GIVEN RECORDS:
▶
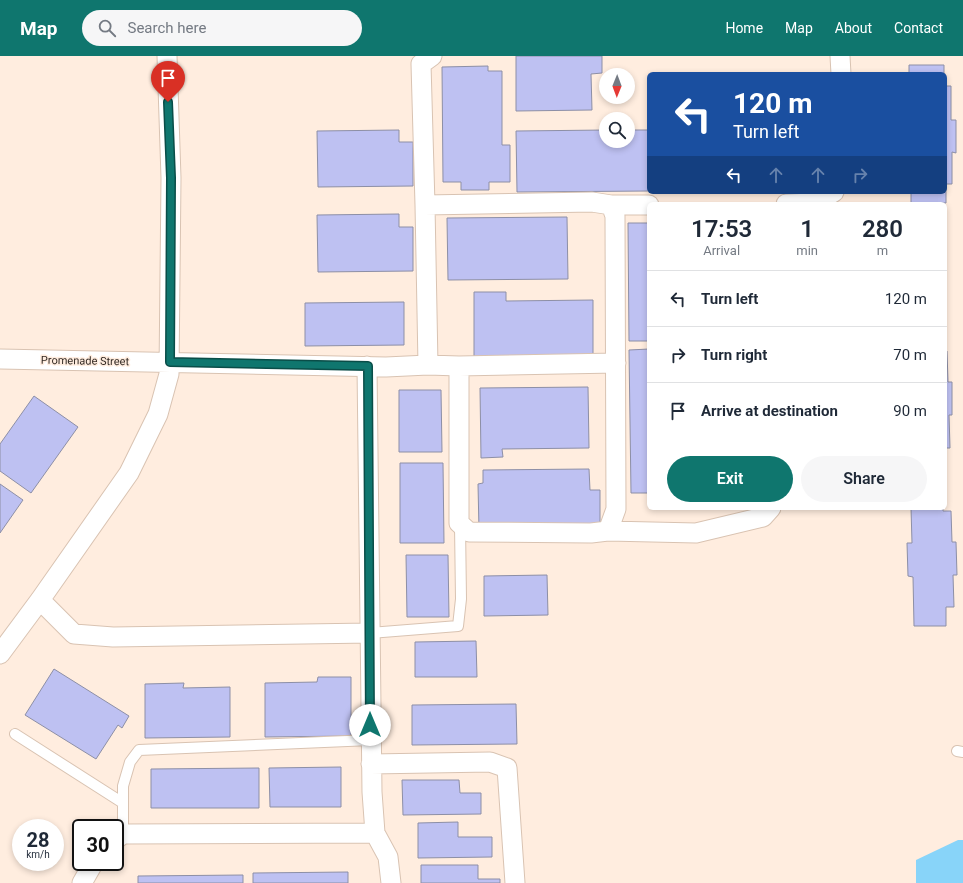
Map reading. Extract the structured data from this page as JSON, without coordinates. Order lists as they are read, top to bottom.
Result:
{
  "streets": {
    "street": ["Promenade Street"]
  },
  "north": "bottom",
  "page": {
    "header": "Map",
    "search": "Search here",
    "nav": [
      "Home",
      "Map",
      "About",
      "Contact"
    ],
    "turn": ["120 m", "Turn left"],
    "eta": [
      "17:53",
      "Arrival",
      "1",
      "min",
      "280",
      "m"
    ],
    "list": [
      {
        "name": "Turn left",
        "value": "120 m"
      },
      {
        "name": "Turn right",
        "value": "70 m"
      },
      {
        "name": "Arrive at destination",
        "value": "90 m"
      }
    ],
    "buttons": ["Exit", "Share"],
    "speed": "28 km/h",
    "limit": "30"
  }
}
◀
▶
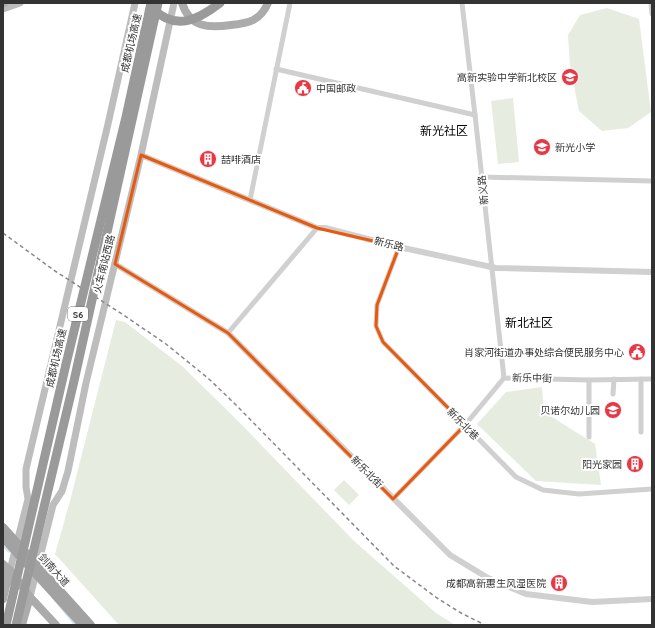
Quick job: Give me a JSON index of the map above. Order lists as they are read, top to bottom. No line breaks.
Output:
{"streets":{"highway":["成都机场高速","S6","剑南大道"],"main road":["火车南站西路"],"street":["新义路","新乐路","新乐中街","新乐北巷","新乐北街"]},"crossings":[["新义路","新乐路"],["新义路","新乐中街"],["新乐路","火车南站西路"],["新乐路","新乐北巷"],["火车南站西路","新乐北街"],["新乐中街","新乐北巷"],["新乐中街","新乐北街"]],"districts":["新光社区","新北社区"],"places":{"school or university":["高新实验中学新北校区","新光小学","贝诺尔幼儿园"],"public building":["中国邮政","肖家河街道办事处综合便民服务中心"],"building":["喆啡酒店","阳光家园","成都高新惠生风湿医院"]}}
◀
TASK STATEMENT:
Your reply should be one number: how many lines in the listing hold the word "read".

WRITTEN RESPONSE:
2